As you know, I am serving an eviction notice to about 60 extra pounds that have been following me around for the last several years. Decades, some of them. This venture includes a 90-Day Weight Loss Challenge at my gym, where they took these spectacular “before” pictures of me last week in my sexy purple Costco workout outfit.
[BTW, I have exactly four sets of workout clothes and I’ve been wearing them in regular rotation for almost two years. They are all from Costco, and all the same: comfy, fitted black pants with a convenient pocket in the reversible waist band, and a coordinating Lycra tank top. The only thing that changes is the color of the top: purple, green, blue and (for fancy workouts) black on black. I have two things to say about this: first, they have lasted amazingly long considering each piece was about $16 and I’ve worn and washed them pretty much weekly for more than two years. They’re probably made of a material that will one day be involved in a class action lawsuit for causing quadricep cancer or something. Second, obviously my creativity is clearly reserved for writing, not fashion. Third–no, wait, I have three things to say about this–I can have new workout clothes when I can buy them in a smaller size. Maybe I’ll even let someone with a little fashion sense pick them out for me.]
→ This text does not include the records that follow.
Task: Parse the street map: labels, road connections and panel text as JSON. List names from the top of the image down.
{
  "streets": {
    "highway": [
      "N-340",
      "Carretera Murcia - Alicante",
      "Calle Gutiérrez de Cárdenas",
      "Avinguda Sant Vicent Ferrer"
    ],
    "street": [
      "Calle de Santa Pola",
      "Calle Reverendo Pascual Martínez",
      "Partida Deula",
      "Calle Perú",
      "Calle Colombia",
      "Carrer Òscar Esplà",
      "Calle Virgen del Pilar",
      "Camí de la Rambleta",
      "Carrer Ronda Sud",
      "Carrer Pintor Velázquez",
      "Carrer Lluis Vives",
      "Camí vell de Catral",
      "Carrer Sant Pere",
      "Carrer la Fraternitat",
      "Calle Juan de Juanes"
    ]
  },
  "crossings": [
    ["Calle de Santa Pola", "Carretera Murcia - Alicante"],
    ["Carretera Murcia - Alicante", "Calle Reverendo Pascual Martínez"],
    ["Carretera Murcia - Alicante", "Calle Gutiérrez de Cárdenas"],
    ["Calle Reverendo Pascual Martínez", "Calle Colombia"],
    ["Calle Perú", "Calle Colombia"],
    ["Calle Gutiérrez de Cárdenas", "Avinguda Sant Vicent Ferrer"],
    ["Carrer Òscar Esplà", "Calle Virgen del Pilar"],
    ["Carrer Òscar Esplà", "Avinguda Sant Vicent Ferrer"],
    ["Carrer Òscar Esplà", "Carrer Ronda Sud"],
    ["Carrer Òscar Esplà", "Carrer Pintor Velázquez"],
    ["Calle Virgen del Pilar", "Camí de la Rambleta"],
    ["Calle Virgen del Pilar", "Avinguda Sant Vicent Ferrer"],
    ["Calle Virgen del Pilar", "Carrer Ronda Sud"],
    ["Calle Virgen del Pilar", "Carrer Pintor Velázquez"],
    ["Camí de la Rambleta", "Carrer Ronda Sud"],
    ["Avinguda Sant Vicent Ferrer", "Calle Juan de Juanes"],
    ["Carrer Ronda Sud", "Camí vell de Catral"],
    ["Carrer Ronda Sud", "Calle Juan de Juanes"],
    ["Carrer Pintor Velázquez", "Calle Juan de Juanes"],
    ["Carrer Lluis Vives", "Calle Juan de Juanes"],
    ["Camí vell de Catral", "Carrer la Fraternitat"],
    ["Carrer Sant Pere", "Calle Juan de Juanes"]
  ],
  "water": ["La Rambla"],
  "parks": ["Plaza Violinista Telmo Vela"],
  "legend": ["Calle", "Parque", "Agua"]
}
Anyhoo. Back to the pictures. When I started the challenge, the sweet trainer who is my accountability guru at the gym told me they’d be taking pictures and asked, “Do you want to do shirt on or shirt off?”
Fifteen minutes later, when I had stopped laughing, I was posing–purple tank top mercifully in place–and the lady
with the camera said, “you can stick your stomach out, look droopy… you know, make a sad face.”
Make a sad face.
And I get it. In our culture, fat is supposed to mean sad. I’ve seen the morose-looking before pictures from previous years’ challenges on the walls at the gym and I’ve watched a million diet infomercials. The sad face (and the droopy) make for a more dramatic transformation between the before and after pictures. Before, I was fat and unhappy. After, I am thinner, healthier and happier.
Here’s the problem: I’m not sad.
In fact, life in the before picture has been pretty great, whether it was at 235 pounds or 200 pounds or 180 pounds. I’ve done some spectacular things in “before.” I moved across the country and back. I met and married my husband. I’ve earned two Master’s degrees and written four novels. I had babies and nursed them and watched my body change in fascinating and likely irrevocable ways as a result. I’ve had (shhh… don’t tell skinny people) AMAZING SEX. I’ve climbed mountains and run races and survived hardships and loved deeply and been hurt and inspired and challenged. I have wonderful friends from both “before” and “before before,” people who I know will love and support me whether I choose the almond butter on sprouted-grain bread, or dive face first into a vat of queso and chips.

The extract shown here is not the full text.